■ **ACTIVITY**:
Leave the pictures out. Transcribe exactly every line from the start of the records through the one containing "solid #7c3aed;background:#fff;box-shadow:0 0".

==== DATA FOR THE TASK

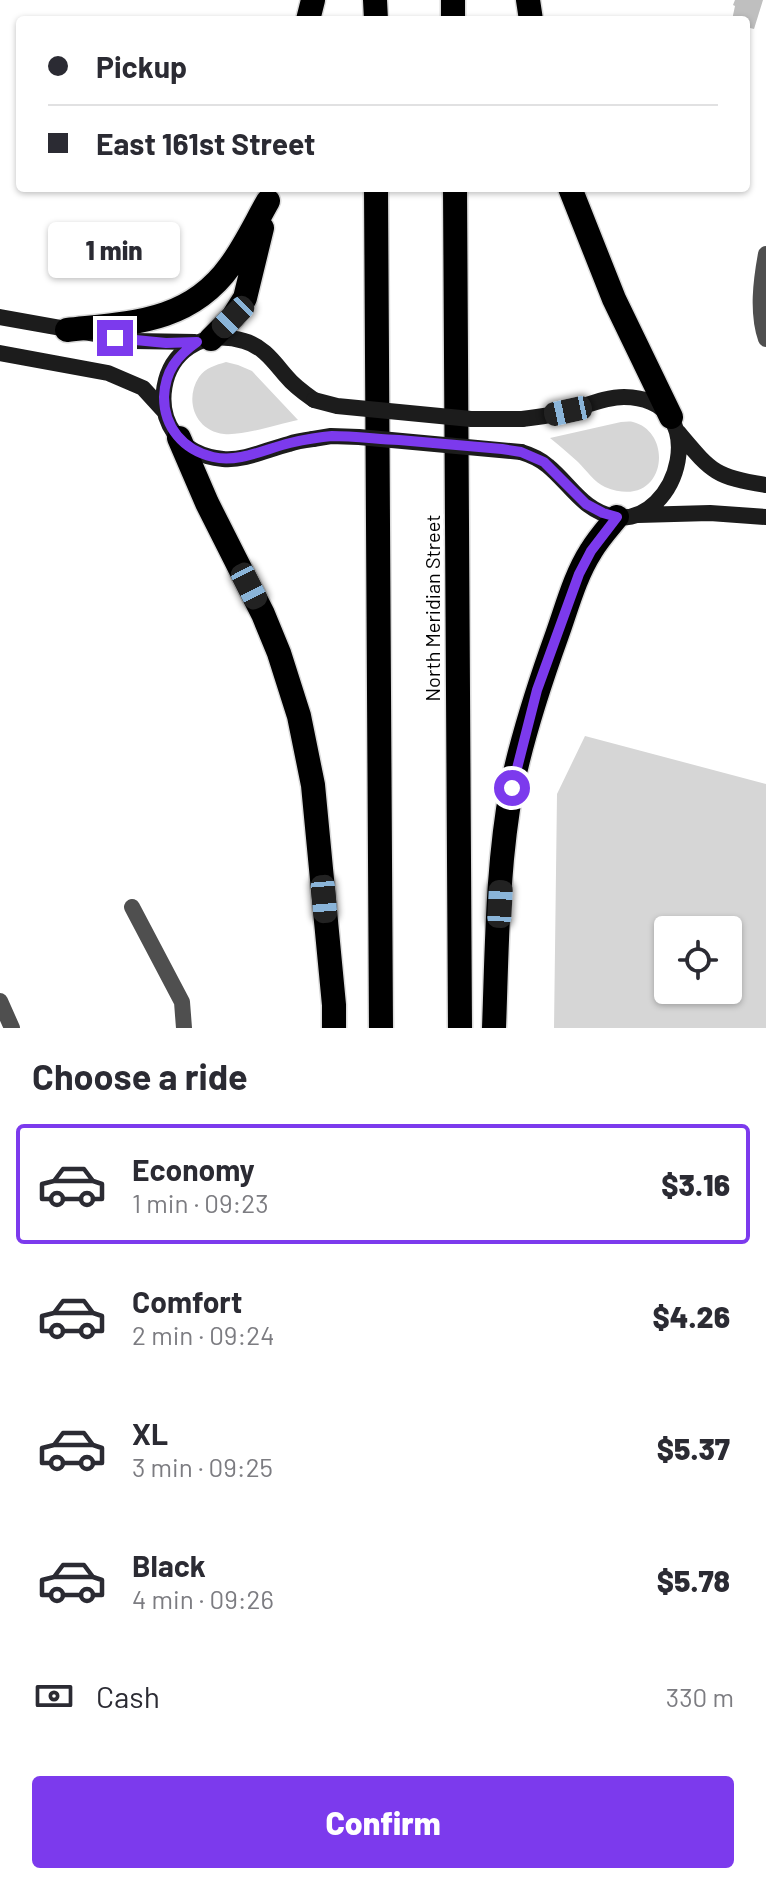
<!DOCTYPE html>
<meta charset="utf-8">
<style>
:root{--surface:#fff;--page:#f2f2f3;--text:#2b2b33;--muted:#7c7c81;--line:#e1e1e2;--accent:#7c3aed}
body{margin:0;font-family:Barlow,sans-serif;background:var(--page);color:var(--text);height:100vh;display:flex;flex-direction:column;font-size:30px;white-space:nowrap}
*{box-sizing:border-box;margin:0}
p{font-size:26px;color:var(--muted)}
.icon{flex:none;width:44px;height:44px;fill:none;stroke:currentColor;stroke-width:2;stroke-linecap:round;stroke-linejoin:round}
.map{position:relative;height:1028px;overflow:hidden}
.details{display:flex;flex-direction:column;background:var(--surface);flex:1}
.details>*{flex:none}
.guide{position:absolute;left:16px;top:16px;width:734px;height:176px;border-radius:8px;box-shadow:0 2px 6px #0004;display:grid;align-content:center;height:176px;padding:0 32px;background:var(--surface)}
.tools{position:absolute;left:654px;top:916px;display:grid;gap:16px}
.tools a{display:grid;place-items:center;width:88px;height:88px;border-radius:8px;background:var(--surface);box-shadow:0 2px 6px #0004;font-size:40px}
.end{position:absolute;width:36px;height:36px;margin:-18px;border:10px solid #7c3aed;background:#fff;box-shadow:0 0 0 4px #fff}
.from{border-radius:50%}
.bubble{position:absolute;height:56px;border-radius:8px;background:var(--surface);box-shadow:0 2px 6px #0004;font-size:26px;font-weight:800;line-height:56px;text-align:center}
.car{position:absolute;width:24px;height:48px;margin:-24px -12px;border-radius:10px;box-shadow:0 0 6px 2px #0007;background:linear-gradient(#222 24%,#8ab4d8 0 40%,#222 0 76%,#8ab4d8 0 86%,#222 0)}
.guide b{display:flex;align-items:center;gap:28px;height:76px;font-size:30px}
.guide b+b{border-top:2px solid var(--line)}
.guide i{width:20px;height:20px;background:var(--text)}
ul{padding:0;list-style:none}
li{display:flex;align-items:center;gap:24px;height:120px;margin:0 16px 12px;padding:0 16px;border:4px solid transparent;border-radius:8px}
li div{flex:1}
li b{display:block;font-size:30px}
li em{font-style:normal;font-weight:800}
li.selected{border-color:var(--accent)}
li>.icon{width:72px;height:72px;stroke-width:1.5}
h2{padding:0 32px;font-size:36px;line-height:96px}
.pay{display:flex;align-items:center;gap:20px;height:88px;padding:0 32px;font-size:30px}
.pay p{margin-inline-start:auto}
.button{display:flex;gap:16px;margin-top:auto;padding:16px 32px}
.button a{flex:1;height:92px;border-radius:8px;background:var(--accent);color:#fff;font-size:32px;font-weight:800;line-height:92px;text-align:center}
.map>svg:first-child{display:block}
.green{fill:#d6d6d6;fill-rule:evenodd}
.building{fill:#bfbfbf}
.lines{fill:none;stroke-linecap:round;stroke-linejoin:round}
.highway-casing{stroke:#dbdbdb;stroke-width:27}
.street{stroke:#4f4f4f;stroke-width:16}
.secondary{stroke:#1c1c1c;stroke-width:16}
.highway{stroke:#000;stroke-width:24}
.secondary-bridge{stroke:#1c1c1c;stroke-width:16}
.route{stroke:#7c3aed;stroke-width:10}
.labels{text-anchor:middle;stroke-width:7;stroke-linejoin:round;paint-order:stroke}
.street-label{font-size:20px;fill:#000;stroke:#fff}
</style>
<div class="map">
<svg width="766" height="1028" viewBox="0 0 766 1028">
<rect width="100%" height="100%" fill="#fff"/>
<path class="green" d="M226,362L238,365L252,371L298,420C278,424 243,436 224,434C195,431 184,400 199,377C205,368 216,365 226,362Z
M621,422C625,422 629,421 633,422C676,433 665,512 605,487C595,483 586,470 578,462C569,454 560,446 550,438Z
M585,736L766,784V1028H554L557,794ZM728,930V990H668V930Z"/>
<path class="building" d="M735,0H763L754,29L746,27V20H732L735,6L733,5Z"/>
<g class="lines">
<defs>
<path id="highway" d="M375,0L376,20
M453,0V20
M528,0L531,20
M308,20L313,0
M376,188L381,1028
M455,188L460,1028
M570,188L614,299L671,417
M67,330C130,323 189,323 230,266C245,246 256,222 268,201
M211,339L233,317L245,298L262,228
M179,438L207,503L263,614L279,653L299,716L313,785L334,1005V1028
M494,1028C497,948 497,865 512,786C523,734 539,685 557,635C567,607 575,576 591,551C598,539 608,528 617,517"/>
</defs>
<use href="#highway" class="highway-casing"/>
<path class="street" d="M766,254C761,281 757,313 766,339
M132,907L182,1002L184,1028
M0,1001L12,1028"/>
<path class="secondary" d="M0,317L134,341L195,342
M0,353L108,373L143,388L164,411
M678,432C711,471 714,477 766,485
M313,439C305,440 297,441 289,444C268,449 245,461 223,459C130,450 153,315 244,341C263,346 274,362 286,376C294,386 304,393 314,400
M521,452C531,455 540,459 548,466C570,484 584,512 615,517C679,526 715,398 624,397C606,397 588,405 571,410C555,415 539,417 522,419
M638,515L710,513L766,517"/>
<use href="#highway" class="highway"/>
<path class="secondary-bridge" d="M314,400L337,406L471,419H522
M313,439L331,436L359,437L521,452"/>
</g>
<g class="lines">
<path class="route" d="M115,338L166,343L197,342C177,356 165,371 164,397C164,427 183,450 213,457C239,463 265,449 290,443C303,440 319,437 332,436C354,436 377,439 399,440C434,443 468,446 502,449L521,452L544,462L586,504L603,513L617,517L591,551L579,574L537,690L512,788"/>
</g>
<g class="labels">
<g class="street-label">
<text transform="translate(433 608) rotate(-90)" y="7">North Meridian Street</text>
</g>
</g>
</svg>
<div class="tools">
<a><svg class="icon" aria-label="locate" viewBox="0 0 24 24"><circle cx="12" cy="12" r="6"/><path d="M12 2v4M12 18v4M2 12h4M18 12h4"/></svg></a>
</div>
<i class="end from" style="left:512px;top:788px"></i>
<i class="end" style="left:115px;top:338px"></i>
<div class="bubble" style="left:48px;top:222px;width:132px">1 min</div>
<i class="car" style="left:233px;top:317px;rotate:225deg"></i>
<i class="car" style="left:568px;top:411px;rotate:258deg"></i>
<i class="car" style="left:249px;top:586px;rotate:153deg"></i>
<i class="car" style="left:324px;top:899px;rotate:175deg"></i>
<i class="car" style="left:500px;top:904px;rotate:3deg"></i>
<div class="guide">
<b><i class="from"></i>Pickup</b>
<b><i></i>East 161st Street</b>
</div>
</div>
<section class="details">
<h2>Choose a ride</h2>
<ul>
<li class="selected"><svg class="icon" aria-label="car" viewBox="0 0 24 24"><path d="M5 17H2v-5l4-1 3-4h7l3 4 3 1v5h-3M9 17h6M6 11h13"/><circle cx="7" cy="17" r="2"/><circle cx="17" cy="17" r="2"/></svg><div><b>Economy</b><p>1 min · 09:23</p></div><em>$3.16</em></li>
<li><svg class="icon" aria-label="car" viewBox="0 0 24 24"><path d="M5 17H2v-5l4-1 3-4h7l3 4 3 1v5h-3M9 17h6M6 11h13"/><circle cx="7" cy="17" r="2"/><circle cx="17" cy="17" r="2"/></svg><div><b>Comfort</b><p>2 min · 09:24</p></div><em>$4.26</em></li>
<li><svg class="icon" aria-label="car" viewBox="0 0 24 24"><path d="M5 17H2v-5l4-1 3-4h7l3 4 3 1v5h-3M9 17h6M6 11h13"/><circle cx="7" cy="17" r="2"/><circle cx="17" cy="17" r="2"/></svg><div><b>XL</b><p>3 min · 09:25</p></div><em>$5.37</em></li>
<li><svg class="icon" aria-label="car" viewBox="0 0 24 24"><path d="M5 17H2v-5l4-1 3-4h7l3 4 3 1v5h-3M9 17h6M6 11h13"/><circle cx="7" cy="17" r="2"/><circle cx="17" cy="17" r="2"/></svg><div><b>Black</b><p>4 min · 09:26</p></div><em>$5.78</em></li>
</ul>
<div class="pay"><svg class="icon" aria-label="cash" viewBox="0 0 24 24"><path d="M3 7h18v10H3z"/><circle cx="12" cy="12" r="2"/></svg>Cash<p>330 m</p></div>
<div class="button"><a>Confirm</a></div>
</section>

========

■ **ANSWER**:
<!DOCTYPE html>
<meta charset="utf-8">
<style>
:root{--surface:#fff;--page:#f2f2f3;--text:#2b2b33;--muted:#7c7c81;--line:#e1e1e2;--accent:#7c3aed}
body{margin:0;font-family:Barlow,sans-serif;background:var(--page);color:var(--text);height:100vh;display:flex;flex-direction:column;font-size:30px;white-space:nowrap}
*{box-sizing:border-box;margin:0}
p{font-size:26px;color:var(--muted)}
.icon{flex:none;width:44px;height:44px;fill:none;stroke:currentColor;stroke-width:2;stroke-linecap:round;stroke-linejoin:round}
.map{position:relative;height:1028px;overflow:hidden}
.details{display:flex;flex-direction:column;background:var(--surface);flex:1}
.details>*{flex:none}
.guide{position:absolute;left:16px;top:16px;width:734px;height:176px;border-radius:8px;box-shadow:0 2px 6px #0004;display:grid;align-content:center;height:176px;padding:0 32px;background:var(--surface)}
.tools{position:absolute;left:654px;top:916px;display:grid;gap:16px}
.tools a{display:grid;place-items:center;width:88px;height:88px;border-radius:8px;background:var(--surface);box-shadow:0 2px 6px #0004;font-size:40px}
.end{position:absolute;width:36px;height:36px;margin:-18px;border:10px solid #7c3aed;background:#fff;box-shadow:0 0 0 4px #fff}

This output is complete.